Human rights group plan court action over the treatment of refugees (Business day)

Date: 01/01/2001

HUMAN rights lawyers are threatening legal action against the home affairs department for ordering border posts to turn back asylum-seekers and refugees arriving through neighbouring states.The lawyers claim the directive contravenes the Refugee Act, and that the department is preparing amendments to the law to make its actions legal. They accuse the government of putting at risk the lives of people fleeing wars in other parts of the continent.

According to one lawyer, the proposed amendments also provide for the opening of refugee camps in various parts of SA, where asylum seekers would be detained.

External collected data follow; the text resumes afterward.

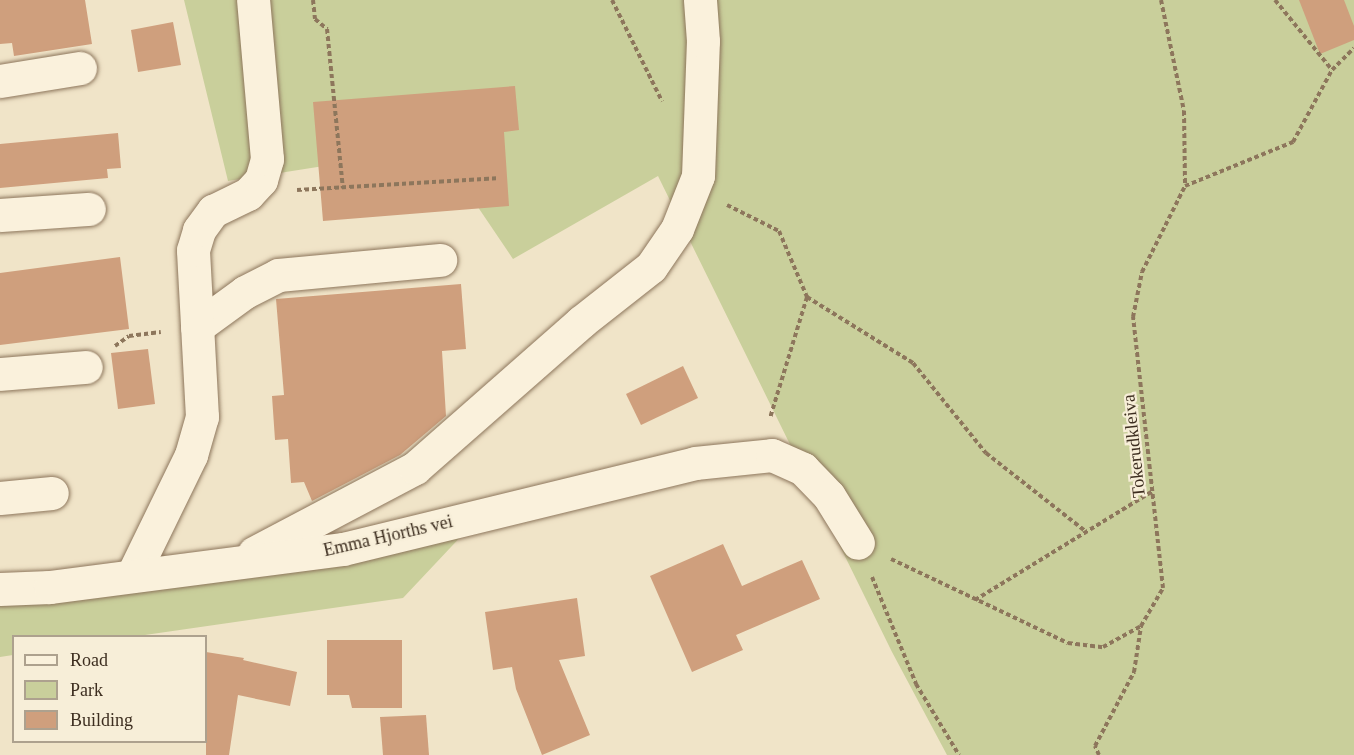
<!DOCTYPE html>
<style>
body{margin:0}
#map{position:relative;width:1354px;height:755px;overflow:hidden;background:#f0e4c8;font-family:"Times New Roman",serif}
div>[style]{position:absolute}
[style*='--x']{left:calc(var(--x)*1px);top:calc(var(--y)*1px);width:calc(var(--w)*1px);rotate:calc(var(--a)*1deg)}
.green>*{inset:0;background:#c9cf9b}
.building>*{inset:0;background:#cf9f7d}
.path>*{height:4px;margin-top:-2px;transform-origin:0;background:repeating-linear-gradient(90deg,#8d765c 0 4.5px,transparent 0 7.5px)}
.roads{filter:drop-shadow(0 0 2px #8d765c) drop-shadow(0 0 2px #8d765c)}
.minor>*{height:33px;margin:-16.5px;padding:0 16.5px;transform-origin:16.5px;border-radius:16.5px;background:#faf1dc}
span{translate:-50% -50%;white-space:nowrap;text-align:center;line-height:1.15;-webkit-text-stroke:4.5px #f7eed8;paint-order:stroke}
.street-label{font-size:18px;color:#3d2e20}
.legend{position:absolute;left:12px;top:635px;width:195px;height:108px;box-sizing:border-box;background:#f7eed8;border:2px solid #ada18e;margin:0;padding:8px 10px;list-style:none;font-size:18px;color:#3d2e20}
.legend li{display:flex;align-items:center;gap:12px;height:30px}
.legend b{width:30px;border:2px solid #ada18e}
</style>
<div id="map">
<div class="green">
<i style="clip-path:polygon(184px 0,1354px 0,1354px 755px,947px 755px,892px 652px,658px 176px,513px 259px,438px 148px,228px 181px)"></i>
<i style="clip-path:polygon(467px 530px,403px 598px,138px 636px,14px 636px,13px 655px,0 657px,0 595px)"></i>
</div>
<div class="building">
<i style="clip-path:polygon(0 0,85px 0,92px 44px,14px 56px,12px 43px,0 44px)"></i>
<i style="clip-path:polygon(1299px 0,1344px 0,1354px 26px,1354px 40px,1320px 54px)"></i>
<i style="clip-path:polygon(173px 22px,181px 65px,138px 72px,131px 30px)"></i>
<i style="clip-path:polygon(515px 86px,519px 130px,504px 132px,509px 206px,323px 221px,313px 102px)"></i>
<i style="clip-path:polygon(118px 133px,121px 168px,107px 169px,108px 178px,0 188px,0 144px)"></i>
<i style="clip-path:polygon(120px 257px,129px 329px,0 345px,0 273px)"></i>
<i style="clip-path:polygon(461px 284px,466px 349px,442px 351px,446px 416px,400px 455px,312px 501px,304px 482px,291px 483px,288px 439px,275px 440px,272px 396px,284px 395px,276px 299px)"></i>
<i style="clip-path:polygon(148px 349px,155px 404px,118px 409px,111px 353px)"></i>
<i style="clip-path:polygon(683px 366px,698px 398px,641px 425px,626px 394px)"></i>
<i style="clip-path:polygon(723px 544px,742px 586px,802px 560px,820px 599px,736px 635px,743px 650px,692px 672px,650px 576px)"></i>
<i style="clip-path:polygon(577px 598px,585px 656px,559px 660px,590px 735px,542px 755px,516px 689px,512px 667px,493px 670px,485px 612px)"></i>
<i style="clip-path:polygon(327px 640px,402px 640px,402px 708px,352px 708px,349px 695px,327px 695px)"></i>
<i style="clip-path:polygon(206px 652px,244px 658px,243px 660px,297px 672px,290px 706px,238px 695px,229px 755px,206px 755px)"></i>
<i style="clip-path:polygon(426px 715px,429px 755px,383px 755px,380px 717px)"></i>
</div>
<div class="path">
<i style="--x:313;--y:0;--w:19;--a:84"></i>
<i style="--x:315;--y:19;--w:16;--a:40"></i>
<i style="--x:327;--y:29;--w:160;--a:84.3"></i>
<i style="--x:612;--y:0;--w:113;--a:63.7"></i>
<i style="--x:1161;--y:0;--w:113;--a:78.3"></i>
<i style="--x:1184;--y:111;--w:75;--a:89.2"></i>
<i style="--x:1275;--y:0;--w:90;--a:50.8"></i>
<i style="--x:297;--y:190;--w:200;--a:-3.4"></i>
<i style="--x:727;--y:205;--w:58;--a:26.6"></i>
<i style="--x:779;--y:231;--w:72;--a:67"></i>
<i style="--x:807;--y:297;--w:127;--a:107"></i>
<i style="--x:807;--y:297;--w:125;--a:31.9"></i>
<i style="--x:913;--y:363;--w:116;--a:51"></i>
<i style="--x:986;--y:453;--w:126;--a:38.2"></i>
<i style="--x:115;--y:346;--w:17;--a:-36"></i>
<i style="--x:129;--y:336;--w:32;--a:-7"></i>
<i style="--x:891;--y:559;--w:196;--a:25.4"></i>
<i style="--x:1068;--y:643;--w:35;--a:7"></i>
<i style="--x:1103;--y:647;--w:43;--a:-28.9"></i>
<i style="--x:1141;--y:626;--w:44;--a:-59.9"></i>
<i style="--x:1163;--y:588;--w:273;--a:-96.3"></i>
<i style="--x:1133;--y:317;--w:46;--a:-78.7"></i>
<i style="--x:1142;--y:272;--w:96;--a:-63.4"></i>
<i style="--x:1185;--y:186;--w:117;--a:-22.2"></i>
<i style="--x:1293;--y:142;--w:82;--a:-61.6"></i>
<i style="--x:1332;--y:70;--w:31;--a:-45"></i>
<i style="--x:872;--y:577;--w:116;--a:67.6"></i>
<i style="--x:916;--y:684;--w:83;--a:58.8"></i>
<i style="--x:975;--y:600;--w:209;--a:-31.5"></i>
<i style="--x:1099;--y:755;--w:10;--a:-114"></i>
<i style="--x:1095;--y:746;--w:84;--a:-62.2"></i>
<i style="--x:1134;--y:672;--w:47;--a:-81.3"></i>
</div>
<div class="roads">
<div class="minor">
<i style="--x:0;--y:81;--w:81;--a:-9.2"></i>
<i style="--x:0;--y:215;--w:89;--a:-3.9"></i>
<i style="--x:197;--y:327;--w:59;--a:-36.1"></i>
<i style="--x:245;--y:292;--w:37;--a:-27"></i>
<i style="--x:278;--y:275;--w:163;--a:-5.3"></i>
<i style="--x:0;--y:374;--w:86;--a:-4.7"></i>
<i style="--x:0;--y:498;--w:52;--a:-5.5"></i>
<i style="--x:254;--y:553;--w:182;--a:-27.8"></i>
<i style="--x:415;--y:468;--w:221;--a:-41.3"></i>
<i style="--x:581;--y:322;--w:89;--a:-38.2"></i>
<i style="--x:651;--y:267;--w:46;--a:-55.6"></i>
<i style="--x:677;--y:229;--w:57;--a:-68.4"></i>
<i style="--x:698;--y:176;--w:135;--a:-87.9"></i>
<i style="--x:703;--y:41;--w:41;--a:-94.2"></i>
<i style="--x:132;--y:576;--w:135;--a:-64"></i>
<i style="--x:191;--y:455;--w:40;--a:-74"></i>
<i style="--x:202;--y:417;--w:167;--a:-93.1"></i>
<i style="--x:193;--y:250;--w:21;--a:-73"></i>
<i style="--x:199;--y:230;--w:24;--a:-54"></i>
<i style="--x:213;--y:211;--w:39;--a:-26"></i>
<i style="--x:248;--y:194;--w:19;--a:-47"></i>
<i style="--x:261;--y:180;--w:22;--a:-74"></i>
<i style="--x:267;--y:159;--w:160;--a:-95"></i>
<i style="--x:0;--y:589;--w:50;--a:-2.3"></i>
<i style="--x:50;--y:587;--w:295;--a:-7.4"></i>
<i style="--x:343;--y:549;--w:362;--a:-13.7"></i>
<i style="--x:695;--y:463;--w:77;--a:-5.9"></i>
<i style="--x:772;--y:455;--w:34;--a:24"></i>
<i style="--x:803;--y:469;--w:37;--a:46"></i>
<i style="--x:829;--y:496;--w:55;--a:58.3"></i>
</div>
</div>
<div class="street-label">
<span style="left:1134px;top:446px;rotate:-96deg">Tokerudkleiva</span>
<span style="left:388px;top:536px;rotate:-13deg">Emma Hjorths vei</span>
</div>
<ul class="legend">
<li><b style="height:8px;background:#faf1dc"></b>Road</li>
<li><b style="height:16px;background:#c9cf9b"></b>Park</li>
<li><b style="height:16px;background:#cf9f7d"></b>Building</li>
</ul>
</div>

The department confirmed amendments are in the pipeline, but denies they are aimed at legalising its actions.

At the heart of the dispute is an undated circular issued by department director-general Billy Masetlha, ordering border authorities to end the practice of allowing asylum seekers and refugees, who travel via safe neighbouring states, to enter SA.

The bona fides of such persons should be verified at ports of entry and they should be referred back (to) where they come from. If they insist on entering the Republic, they should be detained, the circular says.

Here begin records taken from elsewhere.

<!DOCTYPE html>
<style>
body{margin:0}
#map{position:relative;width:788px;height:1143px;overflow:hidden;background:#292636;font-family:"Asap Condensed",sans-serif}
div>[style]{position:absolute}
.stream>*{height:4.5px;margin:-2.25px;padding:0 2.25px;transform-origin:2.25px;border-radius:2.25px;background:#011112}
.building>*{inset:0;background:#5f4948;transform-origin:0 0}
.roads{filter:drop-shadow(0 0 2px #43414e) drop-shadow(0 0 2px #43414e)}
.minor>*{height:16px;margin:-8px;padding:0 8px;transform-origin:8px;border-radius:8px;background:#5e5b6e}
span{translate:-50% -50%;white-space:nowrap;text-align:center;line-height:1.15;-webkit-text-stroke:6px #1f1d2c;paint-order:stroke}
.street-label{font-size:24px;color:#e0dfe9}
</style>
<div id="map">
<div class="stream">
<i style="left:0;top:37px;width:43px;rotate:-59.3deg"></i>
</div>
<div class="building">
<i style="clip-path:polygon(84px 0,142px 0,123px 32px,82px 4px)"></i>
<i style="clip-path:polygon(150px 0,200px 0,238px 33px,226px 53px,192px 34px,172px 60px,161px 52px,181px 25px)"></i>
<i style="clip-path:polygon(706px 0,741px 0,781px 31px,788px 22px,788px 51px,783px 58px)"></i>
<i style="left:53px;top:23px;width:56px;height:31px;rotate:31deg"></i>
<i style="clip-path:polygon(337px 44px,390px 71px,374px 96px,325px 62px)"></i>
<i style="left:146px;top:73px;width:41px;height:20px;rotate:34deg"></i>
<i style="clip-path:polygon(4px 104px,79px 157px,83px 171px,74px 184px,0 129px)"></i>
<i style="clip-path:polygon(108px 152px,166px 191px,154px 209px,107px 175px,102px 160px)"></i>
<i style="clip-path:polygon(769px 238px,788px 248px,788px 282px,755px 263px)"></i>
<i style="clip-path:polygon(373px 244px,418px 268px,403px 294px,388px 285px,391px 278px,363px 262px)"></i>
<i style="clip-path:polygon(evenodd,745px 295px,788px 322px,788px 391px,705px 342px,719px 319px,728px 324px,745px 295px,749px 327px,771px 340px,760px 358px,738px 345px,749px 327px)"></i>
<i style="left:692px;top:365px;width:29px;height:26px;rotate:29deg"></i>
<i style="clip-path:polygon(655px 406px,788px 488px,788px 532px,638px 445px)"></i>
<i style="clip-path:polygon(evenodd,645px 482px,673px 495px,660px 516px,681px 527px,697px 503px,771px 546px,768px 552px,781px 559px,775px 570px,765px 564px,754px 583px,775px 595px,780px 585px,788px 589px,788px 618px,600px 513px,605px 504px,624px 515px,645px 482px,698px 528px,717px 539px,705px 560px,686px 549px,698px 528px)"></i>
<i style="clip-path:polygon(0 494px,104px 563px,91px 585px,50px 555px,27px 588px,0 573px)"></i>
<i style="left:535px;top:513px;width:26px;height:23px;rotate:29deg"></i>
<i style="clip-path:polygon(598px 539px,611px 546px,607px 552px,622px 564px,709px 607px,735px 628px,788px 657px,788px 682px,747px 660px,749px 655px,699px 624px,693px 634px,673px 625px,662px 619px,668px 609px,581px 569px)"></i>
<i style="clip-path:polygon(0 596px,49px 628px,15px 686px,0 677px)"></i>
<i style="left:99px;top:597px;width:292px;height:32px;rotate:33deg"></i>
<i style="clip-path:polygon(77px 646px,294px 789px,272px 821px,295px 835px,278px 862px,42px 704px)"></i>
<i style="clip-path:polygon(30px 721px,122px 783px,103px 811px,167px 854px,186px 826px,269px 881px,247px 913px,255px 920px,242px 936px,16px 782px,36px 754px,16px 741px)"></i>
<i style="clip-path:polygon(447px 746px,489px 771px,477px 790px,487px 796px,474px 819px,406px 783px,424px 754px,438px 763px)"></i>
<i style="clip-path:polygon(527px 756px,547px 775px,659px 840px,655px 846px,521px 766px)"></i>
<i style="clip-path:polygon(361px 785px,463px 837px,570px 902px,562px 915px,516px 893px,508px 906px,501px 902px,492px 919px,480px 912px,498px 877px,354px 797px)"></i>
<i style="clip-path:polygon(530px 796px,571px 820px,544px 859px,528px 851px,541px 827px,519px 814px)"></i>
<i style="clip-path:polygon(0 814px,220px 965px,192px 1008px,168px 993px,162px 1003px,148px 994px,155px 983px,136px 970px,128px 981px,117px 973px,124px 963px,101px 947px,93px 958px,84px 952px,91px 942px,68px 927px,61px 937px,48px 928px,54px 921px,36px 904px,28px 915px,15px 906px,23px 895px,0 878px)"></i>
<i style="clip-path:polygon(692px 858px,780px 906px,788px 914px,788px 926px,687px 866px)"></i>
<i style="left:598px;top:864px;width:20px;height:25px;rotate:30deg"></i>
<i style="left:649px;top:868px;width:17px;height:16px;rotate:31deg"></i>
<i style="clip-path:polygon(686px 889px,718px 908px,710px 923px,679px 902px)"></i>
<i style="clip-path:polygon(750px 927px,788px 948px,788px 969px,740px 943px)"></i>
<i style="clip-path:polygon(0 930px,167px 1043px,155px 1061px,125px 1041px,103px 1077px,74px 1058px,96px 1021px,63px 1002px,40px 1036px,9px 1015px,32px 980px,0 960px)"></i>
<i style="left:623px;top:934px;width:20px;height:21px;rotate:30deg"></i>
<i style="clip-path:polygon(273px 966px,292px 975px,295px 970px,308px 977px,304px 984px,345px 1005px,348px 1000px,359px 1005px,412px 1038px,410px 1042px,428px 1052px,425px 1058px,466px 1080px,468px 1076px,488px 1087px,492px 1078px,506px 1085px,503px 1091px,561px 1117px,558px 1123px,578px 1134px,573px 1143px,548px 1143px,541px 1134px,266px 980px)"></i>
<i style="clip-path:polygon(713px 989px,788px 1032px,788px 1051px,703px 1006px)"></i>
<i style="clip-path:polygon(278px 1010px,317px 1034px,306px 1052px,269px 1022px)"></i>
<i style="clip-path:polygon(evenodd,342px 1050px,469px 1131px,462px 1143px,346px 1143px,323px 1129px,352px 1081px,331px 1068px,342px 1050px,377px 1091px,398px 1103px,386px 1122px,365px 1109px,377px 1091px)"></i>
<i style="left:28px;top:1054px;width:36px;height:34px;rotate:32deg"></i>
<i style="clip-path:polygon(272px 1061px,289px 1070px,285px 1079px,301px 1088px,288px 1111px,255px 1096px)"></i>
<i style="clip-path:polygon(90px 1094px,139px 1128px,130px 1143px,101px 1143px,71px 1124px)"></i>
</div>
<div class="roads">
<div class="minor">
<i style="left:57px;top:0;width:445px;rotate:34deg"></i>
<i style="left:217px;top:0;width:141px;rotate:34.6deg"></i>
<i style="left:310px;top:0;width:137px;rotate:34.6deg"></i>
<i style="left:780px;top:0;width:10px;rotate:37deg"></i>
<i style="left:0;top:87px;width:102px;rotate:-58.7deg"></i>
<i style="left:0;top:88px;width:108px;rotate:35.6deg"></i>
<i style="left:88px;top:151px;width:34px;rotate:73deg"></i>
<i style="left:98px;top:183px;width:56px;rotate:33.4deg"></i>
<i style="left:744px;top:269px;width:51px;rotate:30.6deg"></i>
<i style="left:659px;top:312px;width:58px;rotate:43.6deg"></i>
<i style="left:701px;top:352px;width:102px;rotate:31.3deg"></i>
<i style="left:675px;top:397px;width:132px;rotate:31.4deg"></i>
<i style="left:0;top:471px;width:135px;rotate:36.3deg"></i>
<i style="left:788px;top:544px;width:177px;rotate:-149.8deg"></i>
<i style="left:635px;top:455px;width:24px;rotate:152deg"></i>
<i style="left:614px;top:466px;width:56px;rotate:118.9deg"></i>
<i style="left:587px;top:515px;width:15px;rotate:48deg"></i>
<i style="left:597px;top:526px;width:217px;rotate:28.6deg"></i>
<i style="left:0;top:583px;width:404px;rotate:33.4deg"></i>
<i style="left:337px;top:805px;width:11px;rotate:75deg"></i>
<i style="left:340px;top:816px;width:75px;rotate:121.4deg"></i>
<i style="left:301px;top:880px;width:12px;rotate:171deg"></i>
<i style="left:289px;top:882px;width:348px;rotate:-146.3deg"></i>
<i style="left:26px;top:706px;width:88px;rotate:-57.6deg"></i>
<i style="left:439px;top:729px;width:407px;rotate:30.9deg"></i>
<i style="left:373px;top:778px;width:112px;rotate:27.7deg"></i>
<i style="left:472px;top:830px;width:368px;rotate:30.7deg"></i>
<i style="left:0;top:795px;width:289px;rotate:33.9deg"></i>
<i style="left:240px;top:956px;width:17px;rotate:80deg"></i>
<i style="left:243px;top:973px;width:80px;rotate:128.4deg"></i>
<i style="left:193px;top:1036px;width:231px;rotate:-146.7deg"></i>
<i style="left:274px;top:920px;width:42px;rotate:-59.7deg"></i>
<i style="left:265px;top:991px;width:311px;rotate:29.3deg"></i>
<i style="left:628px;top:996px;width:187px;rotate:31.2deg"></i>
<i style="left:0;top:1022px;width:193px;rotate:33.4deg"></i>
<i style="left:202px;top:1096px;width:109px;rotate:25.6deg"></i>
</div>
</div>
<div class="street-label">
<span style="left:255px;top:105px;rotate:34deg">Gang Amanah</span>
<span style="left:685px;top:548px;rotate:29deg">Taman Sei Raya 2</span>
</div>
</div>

Although the circular, obtained last week by Business Day, does not identify the neighbouring states, it is understood that all of them Zimbabwe, Mozambique, Namibia, Botswana, Lesotho and Swaziland fall within the departments definition of a safe state.

Lawyers for Human Rights (LHR) refugee projects co-ordinator Jacob van Garderen said yesterday SA was following an exclusion policy that would inflate the refugee populations of needy African countries.

He said SAs refugee population was very small compared with other African countries.

SA has had about 61000 asylum applications since 1994, while Tanzania has accepted more than 1-million refugees and Zambia has several hundred thousand.

SAs policy meant that asylum seekers from other parts of Africa had no choice but to parachute into the country, Van Garderen said.

Immigration lawyer Chris Watters said the circular meant that if Angolans fleeing the war in their home country attempted to enter SA via Namibia, they could become the responsibility of Namibian authorities.

This was disturbing as Namibia tended to deport Angolans, especially those suspected of being Unita supporters, back to Angola. Amnesty International had voiced concern about their subsequent persecution at the hands of the Angolan authorities, Watters said.

Home affairs spokesman Hennie Meyer denied that the policy was aimed at keeping out such asylum-seekers. The directive was aimed mainly at people who had refugee status in neighbouring states, but wanted to come to SA because they did not want to live in refugee camps, Meyer said.

Van Garderen said LHR was considering legal action as the circular contravened the Refugee Act.

The act requires border authorities to issue temporary residence permits to refugees, who then have to apply for asylum within 14 days.

Meyer said while LHR was entitled to take legal action, the department believed it was acting within the law.